### TASK GOAL
Below this line is a set of entries; quote exactly the lines from the line that contains "position:relative; width:2368px; height:1212px;" to the line that contains "position:absolute; left:20px; top:1092px;", both lines included.

### THE DATA
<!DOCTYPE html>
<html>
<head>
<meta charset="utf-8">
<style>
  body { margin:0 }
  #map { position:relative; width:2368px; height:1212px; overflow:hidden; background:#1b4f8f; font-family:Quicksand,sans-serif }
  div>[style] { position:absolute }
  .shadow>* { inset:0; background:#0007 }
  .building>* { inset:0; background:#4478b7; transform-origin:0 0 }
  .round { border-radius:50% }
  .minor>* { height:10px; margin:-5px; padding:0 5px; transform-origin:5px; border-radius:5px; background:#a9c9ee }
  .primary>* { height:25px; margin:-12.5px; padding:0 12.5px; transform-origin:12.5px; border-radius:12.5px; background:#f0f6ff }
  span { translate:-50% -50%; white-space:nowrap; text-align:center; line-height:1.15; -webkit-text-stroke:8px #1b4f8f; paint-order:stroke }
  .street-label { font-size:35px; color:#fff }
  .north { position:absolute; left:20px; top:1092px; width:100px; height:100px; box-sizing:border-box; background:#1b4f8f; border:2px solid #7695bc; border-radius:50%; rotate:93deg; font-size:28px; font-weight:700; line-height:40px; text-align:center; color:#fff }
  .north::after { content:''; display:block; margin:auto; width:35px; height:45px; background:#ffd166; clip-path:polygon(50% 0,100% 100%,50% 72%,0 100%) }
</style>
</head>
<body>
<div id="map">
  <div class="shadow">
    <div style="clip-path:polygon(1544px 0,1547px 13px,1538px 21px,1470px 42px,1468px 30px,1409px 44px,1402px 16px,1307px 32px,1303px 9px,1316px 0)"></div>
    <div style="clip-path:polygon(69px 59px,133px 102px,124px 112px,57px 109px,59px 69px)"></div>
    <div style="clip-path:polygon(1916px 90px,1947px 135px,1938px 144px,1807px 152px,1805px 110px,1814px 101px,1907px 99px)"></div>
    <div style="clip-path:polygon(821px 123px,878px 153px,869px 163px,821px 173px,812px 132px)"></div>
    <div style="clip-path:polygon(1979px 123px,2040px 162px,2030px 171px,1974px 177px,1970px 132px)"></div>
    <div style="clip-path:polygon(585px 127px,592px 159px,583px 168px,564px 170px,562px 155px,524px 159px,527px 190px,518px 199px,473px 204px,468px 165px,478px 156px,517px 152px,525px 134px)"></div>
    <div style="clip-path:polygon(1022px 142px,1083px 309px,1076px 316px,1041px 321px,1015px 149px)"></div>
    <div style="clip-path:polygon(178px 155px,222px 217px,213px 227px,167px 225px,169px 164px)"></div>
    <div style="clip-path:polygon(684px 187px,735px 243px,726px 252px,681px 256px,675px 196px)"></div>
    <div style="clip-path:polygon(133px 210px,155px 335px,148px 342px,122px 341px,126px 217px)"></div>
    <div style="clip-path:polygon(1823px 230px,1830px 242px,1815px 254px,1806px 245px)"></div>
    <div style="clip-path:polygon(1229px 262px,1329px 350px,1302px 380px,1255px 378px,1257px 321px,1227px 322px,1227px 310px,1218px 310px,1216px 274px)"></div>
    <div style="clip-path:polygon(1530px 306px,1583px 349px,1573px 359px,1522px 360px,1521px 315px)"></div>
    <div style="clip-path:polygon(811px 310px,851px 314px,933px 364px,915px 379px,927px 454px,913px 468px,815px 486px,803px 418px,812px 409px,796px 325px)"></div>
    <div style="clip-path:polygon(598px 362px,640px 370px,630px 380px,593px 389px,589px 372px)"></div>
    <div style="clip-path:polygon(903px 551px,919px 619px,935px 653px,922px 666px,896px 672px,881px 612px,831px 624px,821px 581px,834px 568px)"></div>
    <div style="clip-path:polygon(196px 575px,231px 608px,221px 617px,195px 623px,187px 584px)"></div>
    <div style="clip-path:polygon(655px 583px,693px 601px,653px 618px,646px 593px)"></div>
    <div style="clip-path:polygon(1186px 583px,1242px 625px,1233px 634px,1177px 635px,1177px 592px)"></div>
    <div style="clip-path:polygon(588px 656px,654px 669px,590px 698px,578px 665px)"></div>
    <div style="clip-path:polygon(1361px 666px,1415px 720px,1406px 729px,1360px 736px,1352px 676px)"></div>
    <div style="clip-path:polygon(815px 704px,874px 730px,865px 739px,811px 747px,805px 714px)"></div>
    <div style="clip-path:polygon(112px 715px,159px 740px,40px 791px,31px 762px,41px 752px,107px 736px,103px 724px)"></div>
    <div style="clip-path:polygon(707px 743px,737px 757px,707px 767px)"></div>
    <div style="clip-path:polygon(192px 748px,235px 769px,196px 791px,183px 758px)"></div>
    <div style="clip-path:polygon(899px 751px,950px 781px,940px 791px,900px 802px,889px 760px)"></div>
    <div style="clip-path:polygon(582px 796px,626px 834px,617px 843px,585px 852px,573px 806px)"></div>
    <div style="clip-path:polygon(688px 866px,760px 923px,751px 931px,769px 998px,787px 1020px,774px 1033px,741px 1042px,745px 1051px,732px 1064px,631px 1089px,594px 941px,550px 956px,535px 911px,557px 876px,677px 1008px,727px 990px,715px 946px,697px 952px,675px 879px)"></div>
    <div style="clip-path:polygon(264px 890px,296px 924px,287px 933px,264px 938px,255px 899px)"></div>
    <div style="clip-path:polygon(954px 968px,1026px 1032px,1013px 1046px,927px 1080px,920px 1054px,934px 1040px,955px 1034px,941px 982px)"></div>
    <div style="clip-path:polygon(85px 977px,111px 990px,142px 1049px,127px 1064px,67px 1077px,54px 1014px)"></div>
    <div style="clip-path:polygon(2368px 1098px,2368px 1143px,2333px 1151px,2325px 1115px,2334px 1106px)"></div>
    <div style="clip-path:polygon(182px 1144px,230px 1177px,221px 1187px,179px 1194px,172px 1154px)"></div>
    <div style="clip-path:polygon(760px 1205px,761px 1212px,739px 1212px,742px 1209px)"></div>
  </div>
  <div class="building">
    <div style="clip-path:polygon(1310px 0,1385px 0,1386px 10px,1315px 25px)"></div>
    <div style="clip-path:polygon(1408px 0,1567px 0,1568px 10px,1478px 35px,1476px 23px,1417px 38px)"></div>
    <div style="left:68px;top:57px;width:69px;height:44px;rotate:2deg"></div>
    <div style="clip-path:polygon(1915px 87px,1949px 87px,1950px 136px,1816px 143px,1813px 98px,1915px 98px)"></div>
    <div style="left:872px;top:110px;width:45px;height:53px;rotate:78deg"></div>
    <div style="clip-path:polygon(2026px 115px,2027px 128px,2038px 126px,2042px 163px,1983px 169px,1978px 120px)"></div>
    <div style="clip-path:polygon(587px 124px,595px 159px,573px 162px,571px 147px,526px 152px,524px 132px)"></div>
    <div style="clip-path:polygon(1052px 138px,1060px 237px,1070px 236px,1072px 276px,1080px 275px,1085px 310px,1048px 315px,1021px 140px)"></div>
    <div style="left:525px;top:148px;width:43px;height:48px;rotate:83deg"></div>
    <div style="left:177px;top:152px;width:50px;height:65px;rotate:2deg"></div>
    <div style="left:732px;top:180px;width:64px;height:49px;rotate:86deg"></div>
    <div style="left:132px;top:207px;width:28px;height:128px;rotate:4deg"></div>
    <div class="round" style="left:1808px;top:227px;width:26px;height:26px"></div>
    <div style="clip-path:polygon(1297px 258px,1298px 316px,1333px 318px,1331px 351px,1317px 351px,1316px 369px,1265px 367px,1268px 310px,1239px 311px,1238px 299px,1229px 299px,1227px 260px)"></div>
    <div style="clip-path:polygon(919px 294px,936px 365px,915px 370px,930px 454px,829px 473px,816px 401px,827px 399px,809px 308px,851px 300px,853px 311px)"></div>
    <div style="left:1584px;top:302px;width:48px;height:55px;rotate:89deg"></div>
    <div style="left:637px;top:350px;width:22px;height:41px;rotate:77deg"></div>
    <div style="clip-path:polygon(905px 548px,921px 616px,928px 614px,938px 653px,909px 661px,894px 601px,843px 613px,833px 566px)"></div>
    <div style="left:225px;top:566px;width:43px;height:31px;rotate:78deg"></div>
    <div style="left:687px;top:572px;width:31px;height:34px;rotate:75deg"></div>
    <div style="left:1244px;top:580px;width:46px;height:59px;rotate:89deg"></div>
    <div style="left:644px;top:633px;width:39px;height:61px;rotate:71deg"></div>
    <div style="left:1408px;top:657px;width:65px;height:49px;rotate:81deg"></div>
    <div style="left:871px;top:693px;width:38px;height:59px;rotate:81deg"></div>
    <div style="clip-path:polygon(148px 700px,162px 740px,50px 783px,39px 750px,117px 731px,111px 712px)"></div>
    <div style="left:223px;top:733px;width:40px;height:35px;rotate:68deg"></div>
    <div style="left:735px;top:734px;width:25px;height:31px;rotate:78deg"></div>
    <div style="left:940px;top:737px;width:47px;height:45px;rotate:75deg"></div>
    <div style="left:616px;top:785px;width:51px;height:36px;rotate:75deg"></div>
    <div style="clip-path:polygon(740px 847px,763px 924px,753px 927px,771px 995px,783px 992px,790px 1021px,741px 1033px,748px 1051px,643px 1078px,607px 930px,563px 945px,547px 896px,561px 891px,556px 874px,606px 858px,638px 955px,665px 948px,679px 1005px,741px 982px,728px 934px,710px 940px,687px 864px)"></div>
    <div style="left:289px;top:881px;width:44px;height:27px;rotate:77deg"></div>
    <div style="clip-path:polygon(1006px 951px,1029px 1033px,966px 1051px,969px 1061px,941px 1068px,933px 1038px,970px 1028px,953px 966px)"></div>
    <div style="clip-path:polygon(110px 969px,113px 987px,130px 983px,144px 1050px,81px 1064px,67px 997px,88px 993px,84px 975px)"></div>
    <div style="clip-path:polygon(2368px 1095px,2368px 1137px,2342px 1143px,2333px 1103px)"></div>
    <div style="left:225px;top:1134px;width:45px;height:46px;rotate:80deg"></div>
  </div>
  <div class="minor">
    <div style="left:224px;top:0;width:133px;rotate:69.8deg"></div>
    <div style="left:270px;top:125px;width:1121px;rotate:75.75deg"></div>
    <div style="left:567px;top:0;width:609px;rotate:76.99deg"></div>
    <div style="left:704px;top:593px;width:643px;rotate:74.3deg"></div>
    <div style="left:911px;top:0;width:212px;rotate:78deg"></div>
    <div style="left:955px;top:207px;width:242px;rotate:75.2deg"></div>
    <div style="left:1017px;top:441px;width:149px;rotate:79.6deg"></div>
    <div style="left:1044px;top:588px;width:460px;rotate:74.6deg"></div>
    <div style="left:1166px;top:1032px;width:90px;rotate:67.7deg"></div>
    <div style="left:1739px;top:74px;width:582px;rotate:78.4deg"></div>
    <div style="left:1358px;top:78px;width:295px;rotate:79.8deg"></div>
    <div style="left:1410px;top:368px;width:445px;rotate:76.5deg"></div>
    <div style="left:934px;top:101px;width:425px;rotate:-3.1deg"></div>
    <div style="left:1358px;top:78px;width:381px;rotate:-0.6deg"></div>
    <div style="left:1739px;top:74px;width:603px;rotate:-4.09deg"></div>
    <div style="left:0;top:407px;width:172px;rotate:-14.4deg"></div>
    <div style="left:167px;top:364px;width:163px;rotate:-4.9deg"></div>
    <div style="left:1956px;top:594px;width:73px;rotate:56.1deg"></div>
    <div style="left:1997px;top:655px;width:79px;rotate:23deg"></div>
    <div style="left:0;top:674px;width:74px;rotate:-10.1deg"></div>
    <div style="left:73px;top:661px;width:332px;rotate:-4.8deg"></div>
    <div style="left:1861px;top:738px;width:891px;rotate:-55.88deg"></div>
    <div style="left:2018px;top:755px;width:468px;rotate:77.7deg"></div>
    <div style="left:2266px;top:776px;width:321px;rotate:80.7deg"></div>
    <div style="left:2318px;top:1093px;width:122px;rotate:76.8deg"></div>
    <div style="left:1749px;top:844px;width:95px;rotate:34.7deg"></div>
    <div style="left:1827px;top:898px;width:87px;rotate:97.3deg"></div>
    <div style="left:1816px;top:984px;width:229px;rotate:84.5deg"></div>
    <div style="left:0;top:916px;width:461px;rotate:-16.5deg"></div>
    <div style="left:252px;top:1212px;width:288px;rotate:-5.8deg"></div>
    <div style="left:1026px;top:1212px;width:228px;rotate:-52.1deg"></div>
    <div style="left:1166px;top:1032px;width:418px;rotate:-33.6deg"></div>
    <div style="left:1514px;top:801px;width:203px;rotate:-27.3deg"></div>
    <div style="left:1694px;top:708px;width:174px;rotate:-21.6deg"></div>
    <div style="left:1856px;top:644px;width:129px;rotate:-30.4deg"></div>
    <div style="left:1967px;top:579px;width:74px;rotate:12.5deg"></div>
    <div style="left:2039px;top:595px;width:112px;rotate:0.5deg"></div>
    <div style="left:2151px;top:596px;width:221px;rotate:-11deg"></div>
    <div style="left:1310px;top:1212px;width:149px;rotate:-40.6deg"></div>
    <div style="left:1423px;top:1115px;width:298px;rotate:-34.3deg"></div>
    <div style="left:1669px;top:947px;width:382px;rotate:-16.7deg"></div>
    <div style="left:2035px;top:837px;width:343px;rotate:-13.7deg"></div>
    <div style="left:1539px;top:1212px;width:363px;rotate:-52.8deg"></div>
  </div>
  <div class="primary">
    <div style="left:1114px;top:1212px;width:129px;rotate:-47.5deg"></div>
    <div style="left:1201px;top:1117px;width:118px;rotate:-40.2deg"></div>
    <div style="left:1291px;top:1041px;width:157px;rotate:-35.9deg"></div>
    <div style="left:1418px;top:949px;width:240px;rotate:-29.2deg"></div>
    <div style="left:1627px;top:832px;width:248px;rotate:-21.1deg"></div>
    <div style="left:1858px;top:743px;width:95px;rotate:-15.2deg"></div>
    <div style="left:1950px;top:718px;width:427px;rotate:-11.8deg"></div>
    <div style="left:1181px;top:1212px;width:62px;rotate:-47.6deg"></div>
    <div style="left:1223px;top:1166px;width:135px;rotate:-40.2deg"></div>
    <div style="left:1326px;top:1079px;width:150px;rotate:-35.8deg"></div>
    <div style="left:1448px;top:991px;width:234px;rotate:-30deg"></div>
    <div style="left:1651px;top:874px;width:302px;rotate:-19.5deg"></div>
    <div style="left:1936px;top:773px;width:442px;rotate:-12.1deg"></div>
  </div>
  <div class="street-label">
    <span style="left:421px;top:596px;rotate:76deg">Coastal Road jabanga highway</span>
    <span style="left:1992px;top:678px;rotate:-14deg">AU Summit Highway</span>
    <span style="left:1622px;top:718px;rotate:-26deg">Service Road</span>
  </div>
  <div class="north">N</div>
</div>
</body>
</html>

### RESPONSE BOX
  #map { position:relative; width:2368px; height:1212px; overflow:hidden; background:#1b4f8f; font-family:Quicksand,sans-serif }
  div>[style] { position:absolute }
  .shadow>* { inset:0; background:#0007 }
  .building>* { inset:0; background:#4478b7; transform-origin:0 0 }
  .round { border-radius:50% }
  .minor>* { height:10px; margin:-5px; padding:0 5px; transform-origin:5px; border-radius:5px; background:#a9c9ee }
  .primary>* { height:25px; margin:-12.5px; padding:0 12.5px; transform-origin:12.5px; border-radius:12.5px; background:#f0f6ff }
  span { translate:-50% -50%; white-space:nowrap; text-align:center; line-height:1.15; -webkit-text-stroke:8px #1b4f8f; paint-order:stroke }
  .street-label { font-size:35px; color:#fff }
  .north { position:absolute; left:20px; top:1092px; width:100px; height:100px; box-sizing:border-box; background:#1b4f8f; border:2px solid #7695bc; border-radius:50%; rotate:93deg; font-size:28px; font-weight:700; line-height:40px; text-align:center; color:#fff }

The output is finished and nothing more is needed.